On this page you can find a complete list of my publications.

  • AI-based Proactive Failure Management in Large-scale Cloud Environments

    Paolo Notaro, 2024
    Doctoral Dissertation :star: (link)

    Modern IT infrastructures are becoming increasingly large and complex, creating challenges for O&M teams in managing and optimizing cloud services. AIOps supports O&M through the use of AI and large-scale monitoring. This thesis presents the current state of research in the domains of AIOps and proposes new methods for proactive failure management, covering applications in all layers of a cloud stack model (infrastructure, platform, software).

  • Command-line Risk Classification using Transformer-based Neural Architectures

    Paolo Notaro, Soroush Haeri, Jorge Cardoso, Michael Gerndt, 2024 (link)
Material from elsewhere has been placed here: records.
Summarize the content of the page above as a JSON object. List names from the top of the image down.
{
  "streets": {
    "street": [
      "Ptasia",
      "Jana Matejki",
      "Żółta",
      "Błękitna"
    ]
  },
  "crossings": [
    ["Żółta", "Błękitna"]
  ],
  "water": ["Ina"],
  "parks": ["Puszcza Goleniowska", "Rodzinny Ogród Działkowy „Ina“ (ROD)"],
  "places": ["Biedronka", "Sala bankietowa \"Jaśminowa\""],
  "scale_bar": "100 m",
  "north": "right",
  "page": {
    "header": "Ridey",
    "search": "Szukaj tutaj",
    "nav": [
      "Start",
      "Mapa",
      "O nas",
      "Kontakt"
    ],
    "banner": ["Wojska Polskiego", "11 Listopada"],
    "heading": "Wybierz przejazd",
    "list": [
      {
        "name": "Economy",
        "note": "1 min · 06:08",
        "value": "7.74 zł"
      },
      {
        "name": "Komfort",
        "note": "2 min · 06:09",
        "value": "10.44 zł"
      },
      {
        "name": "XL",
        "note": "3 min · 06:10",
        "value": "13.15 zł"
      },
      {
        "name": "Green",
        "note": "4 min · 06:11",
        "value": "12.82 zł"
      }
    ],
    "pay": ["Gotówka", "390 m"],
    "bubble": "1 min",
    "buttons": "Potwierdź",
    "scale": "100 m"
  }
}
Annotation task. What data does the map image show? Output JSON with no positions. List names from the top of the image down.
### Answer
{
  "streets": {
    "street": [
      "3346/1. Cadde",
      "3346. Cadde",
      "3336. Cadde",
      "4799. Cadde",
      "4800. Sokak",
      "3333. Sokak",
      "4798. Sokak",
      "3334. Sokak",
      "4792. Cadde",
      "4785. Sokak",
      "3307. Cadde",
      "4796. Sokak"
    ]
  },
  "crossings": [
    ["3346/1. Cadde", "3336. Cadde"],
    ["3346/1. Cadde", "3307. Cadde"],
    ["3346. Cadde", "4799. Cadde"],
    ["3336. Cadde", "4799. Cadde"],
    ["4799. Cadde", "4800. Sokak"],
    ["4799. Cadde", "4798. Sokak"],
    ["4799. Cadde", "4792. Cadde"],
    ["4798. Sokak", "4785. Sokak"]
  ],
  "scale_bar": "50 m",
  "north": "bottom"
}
    To protect large-scale computing environments necessary to meet increasing computing demand, cloud providers have implemented security measures to monitor Operations and Maintenance (O&M) activities and therefore prevent data loss and service interruption. Command interception systems are used to intercept, assess, and block dangerous Command-line Interface (CLI) commands before they can cause damage. Traditional solutions for command risk assessment include rule-based systems, which require expert knowledge and constant human revision to account for unseen commands. To overcome these limitations, several end-to-end learning systems have been proposed to classify CLI commands. These systems, however, have several other limitations, including the adoption of general-purpose text classifiers, which may not adapt to the language characteristics of scripting languages such as Bash or PowerShell, and may not recognize dangerous commands in the presence of an unbalanced class distribution. In this paper, we propose a transformer-based command risk classification system, which leverages the generalization power of Large Language Models (LLM) to provide accurate classification and the ability to identify rare dangerous commands effectively, by exploiting the power of transfer learning. We verify the effectiveness of our approach on a realistic dataset of production commands and show how to apply our model for other security-related tasks, such as dangerous command interception and auditing of existing rule-based systems.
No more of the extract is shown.